Phelps pointed to journalist Michael Hobbes and an article he wrote in 2018 called “Everything You Know About Obesity is Wrong.” The article started a conversation because it took a new approach by “changing the narrative and centering voices of fat people in the experiences that they’re having in the clinical settings,” she said.

Mercedes is often approached by journalists for their work as a fat activist, research on how anti-Blackness and anti-fatness shape health care, and her lived experience. 

“There are many times I’ve been engaged by journalists for my lived and learned expertise, but ultimately, only one kind of expertise shows up in the actual article,” they said. “And it’s the traumatic stuff, where I have been told that I’m gonna die by a doctor since I was 8 years old, things like that.”

The pattern of journalists including fat people’s lived experiences, but not their expertise, means that anti-obesity researchers determine the narratives surrounding weight and weight stigma.

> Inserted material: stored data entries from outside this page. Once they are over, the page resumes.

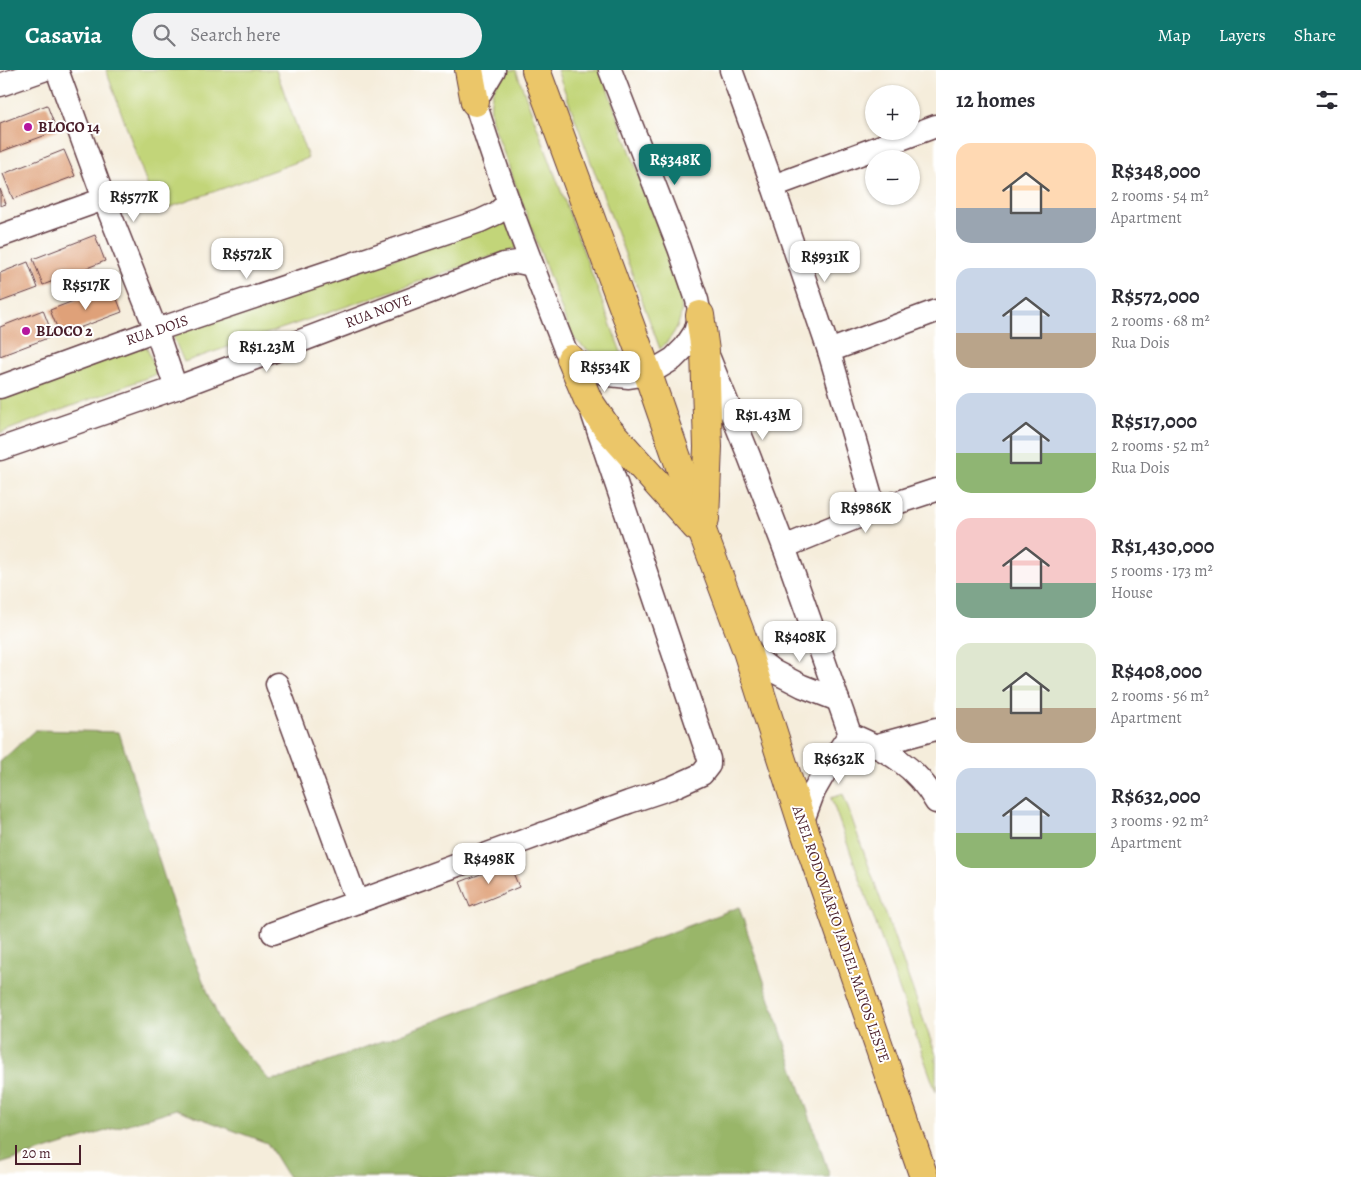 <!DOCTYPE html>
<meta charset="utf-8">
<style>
body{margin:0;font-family:Alegreya,serif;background:#f2f2f3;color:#2b2b33;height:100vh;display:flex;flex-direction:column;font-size:19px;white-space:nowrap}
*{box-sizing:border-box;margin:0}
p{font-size:16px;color:#7c7c81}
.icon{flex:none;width:28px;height:28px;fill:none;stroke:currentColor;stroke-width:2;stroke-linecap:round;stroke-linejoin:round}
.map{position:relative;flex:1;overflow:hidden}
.drawer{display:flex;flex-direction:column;background:#fff;width:425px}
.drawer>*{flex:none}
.fabs{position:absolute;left:865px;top:15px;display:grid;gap:10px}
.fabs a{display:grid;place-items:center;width:55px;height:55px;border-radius:50%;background:#fff;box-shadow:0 1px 4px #0004;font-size:25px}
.scale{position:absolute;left:15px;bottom:12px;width:66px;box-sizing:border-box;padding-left:5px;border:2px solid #4a1f2b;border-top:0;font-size:14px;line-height:18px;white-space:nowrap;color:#4a1f2b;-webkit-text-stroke:4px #fff;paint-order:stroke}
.price{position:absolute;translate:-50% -42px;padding:0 11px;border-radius:10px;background:#fff;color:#222;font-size:16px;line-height:32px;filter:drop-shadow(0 1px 2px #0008)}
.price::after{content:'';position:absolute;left:50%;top:30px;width:15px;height:11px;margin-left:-8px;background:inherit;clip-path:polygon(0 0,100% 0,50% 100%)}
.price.current{background:#0f766e;color:#fff}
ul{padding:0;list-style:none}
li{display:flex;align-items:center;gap:15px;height:125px;padding:0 20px}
li span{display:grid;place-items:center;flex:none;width:140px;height:100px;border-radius:15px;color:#555}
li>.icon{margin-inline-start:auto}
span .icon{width:60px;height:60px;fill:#fffc;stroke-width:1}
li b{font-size:21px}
h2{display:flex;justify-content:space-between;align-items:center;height:60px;padding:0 20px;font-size:21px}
header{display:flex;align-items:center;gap:30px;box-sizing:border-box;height:70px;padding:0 25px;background:#0f766e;color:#fff}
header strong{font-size:24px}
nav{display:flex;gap:28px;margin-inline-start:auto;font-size:18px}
.search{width:350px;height:45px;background:#f2f2f3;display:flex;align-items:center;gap:12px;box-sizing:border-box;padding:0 18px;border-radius:28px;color:#7c7c81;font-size:19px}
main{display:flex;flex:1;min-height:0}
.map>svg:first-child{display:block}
.green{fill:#c2d579;stroke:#867a52}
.forest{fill:#99b669;stroke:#726a4a}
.building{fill:#dfa179}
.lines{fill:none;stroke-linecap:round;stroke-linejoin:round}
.minor-casing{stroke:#643e45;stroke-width:25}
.highway-casing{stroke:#643e45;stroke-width:30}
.minor{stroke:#fff;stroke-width:22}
.highway{stroke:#ebc669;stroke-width:28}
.poi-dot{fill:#b5179e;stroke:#fff;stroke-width:2}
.labels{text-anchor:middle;stroke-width:4;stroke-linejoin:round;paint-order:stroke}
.poi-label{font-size:15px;font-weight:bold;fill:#4a1f2b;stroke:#fff;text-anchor:start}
.street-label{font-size:15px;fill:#4a1f2b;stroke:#fff}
</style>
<header>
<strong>Casavia</strong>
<div class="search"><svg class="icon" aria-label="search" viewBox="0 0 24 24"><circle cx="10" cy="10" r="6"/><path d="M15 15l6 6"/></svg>Search here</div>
<nav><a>Map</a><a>Layers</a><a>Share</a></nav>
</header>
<main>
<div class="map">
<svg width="936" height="1107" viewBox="0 0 936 1107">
<rect width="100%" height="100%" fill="#fff"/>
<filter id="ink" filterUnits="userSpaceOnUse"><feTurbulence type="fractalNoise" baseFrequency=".02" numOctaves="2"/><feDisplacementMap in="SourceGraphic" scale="10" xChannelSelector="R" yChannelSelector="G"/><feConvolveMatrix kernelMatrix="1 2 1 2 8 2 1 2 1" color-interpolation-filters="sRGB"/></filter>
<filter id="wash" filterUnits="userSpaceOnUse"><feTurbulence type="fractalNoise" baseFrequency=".0096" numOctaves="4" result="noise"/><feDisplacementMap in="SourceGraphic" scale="20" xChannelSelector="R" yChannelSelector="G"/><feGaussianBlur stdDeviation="1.12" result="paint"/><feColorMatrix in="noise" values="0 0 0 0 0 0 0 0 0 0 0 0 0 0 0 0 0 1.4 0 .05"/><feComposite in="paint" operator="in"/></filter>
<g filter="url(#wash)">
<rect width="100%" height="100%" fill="#f5eddb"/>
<g class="green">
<path d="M106 0H276L308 88 157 142Z"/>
<path d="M502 0H516L625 293C602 290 586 282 571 265L492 51C488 28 493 20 502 0Z"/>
<path d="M557 0H599L602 4 680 218C685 244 679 261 660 279Z"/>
<path d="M507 150 517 178 184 292 172 264Z"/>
<path d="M146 275 157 304 0 363V326Z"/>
<path d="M843 724 936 985V1022L831 728Z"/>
</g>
<path class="forest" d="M35 660 119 662 178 851 222 956 269 1010 283 1008 739 837 830 1107H288L267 1073 176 1039 0 1094V692Z"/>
<g id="blocks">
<g class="building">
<path d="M47 35 57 61 0 82V53Z"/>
<path d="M64 80 75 106 13 129 3 104Z"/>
<path d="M0 119 6 134 0 136Z"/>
<path d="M95 165 105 191 43 215 33 189Z"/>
<path d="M28 192 38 218 0 232V203Z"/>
<path d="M112 216 122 242 60 265 50 240Z"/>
<path d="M43 240 53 266 0 286V257Z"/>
<path d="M509 793 519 817 470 837 460 812Z"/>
</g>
</g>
</g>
<g filter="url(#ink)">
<use href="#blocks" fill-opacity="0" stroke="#643e45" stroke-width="1"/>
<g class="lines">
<g class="minor-casing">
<g id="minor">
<path d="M57 0 104 129 156 260 176 318"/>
<path d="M494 0 475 32C501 116 533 198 565 279L571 289 593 299 609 305 629 307 648 304 673 289 685 277 695 262 700 245 697 230 679 178 610 0"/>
<path d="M731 0 773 116 829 281 875 440"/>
<path d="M0 15 43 0"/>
<path d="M773 116 936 56"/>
<path d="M0 166 104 129"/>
<path d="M829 281 936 241"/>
<path d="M709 288 749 386 784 477 850 664C887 680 916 696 936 732"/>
<path d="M0 317 156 260 480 151 497 143 509 132"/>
<path d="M0 379 176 318 504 194 518 192 532 195"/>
<path d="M784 477 875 440 936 420"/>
<path d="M747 581 773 601 802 616 838 630"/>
<path d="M277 614 357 832"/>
<path d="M877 675 936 659"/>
<path d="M802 753 814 721 829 695 850 664"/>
<path d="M273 863 629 732 671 718 702 704 709 695V689L593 345"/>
</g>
</g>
<g class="highway-casing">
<g id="highway">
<path d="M469 0 475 32"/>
<path d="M536 0 648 304 704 466 747 581 802 753 924 1107"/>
<path d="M700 245 705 281 708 377 705 449"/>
<path d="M571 289 588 330 607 358 696 457"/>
</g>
</g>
<use href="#minor" class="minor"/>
<use href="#highway" class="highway"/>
</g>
</g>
<g class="poi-dot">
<circle cx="28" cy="57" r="5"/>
<circle cx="26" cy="261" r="5"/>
</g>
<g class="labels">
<g class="poi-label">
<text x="38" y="62">BLOCO 14</text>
<text x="36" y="266">BLOCO 2</text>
</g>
<g class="street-label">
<text transform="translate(378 241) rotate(-21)" y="5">RUA NOVE</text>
<text transform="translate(157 260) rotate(-19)" y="5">RUA DOIS</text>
<text transform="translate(841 864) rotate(71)" y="5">ANEL RODOVIÁRIO JADIEL MATOS LESTE</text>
</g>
</g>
</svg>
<div class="fabs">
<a>+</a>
<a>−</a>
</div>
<div class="scale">20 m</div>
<b class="price current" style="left:675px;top:116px">R$348K</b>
<b class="price" style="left:134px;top:153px">R$577K</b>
<b class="price" style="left:247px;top:210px">R$572K</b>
<b class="price" style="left:825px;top:213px">R$931K</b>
<b class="price" style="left:86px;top:241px">R$517K</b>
<b class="price" style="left:267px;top:303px">R$1.23M</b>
<b class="price" style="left:605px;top:323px">R$534K</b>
<b class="price" style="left:763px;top:371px">R$1.43M</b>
<b class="price" style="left:866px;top:464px">R$986K</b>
<b class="price" style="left:800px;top:593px">R$408K</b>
<b class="price" style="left:839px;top:715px">R$632K</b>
<b class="price" style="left:489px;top:815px">R$498K</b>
</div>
<section class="drawer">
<h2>12 homes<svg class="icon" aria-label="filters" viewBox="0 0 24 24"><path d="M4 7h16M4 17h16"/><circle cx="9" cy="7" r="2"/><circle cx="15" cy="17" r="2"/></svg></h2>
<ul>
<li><span style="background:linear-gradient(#ffd9b3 65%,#9aa5b1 0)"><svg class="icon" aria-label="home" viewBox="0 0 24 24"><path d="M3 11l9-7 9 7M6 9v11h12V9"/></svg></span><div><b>R$348,000</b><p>2 rooms · 54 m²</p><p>Apartment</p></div></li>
<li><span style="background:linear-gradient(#c9d6e8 65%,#b9a48a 0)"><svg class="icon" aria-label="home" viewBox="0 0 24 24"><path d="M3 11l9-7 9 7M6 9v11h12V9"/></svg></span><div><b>R$572,000</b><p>2 rooms · 68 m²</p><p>Rua Dois</p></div></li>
<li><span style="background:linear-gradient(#c9d6e8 60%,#8fb573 0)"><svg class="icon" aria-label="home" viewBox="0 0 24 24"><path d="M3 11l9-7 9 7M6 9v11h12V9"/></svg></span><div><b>R$517,000</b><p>2 rooms · 52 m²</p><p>Rua Dois</p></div></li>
<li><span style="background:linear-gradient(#f6c9c9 65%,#7fa58c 0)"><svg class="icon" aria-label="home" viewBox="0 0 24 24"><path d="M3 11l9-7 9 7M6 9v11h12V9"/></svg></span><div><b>R$1,430,000</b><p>5 rooms · 173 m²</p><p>House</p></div></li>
<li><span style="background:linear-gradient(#dfe7d0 65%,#b9a48a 0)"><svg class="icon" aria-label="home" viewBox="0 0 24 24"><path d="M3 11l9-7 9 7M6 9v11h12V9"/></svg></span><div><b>R$408,000</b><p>2 rooms · 56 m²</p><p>Apartment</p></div></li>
<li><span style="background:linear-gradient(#c9d6e8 65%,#8fb573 0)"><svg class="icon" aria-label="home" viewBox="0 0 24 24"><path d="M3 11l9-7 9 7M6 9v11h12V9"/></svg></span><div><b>R$632,000</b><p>3 rooms · 92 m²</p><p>Apartment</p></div></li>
</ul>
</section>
</main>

“These are the people who are determining what is within the scope of weight stigma and what isn’t. And then there are fat people, who are often brought in to sprinkle some lived experience on the media that exists,” Mercedes said. “That’s one of the biggest divides I see that perpetuates harm through journalism on the issue of weight and weight stigma.”

Fat activist Charlotte Cooper coined the term “stitched-up” to describe how Western media manipulates sources when including both activists and researchers in the same articles. Fox referenced Cooper’s work, saying the dominant narrative in most news correlates fatness with poor health and encourages a world without fat people. Activists share a perspective that counters that narrative. However, when their words are paired with “experts” who are taken more seriously in the public sphere, there is an imbalance. 

“I think it’s important that journalists are doing their due diligence and that they are examining issues from multiple perspectives and attempting to report in ways that are driven by facts,” Phelps said. However, she agrees that sometimes expert opinions and research do not tell the whole story. 

Phelps said it is “critical” journalists consider whose voices they are including in their work.

“Whose voices are present here?” she asked. “If you are championing information or quotes from people that represent AMA, are you also representing the voices of patients with experiences within a clinical setting?”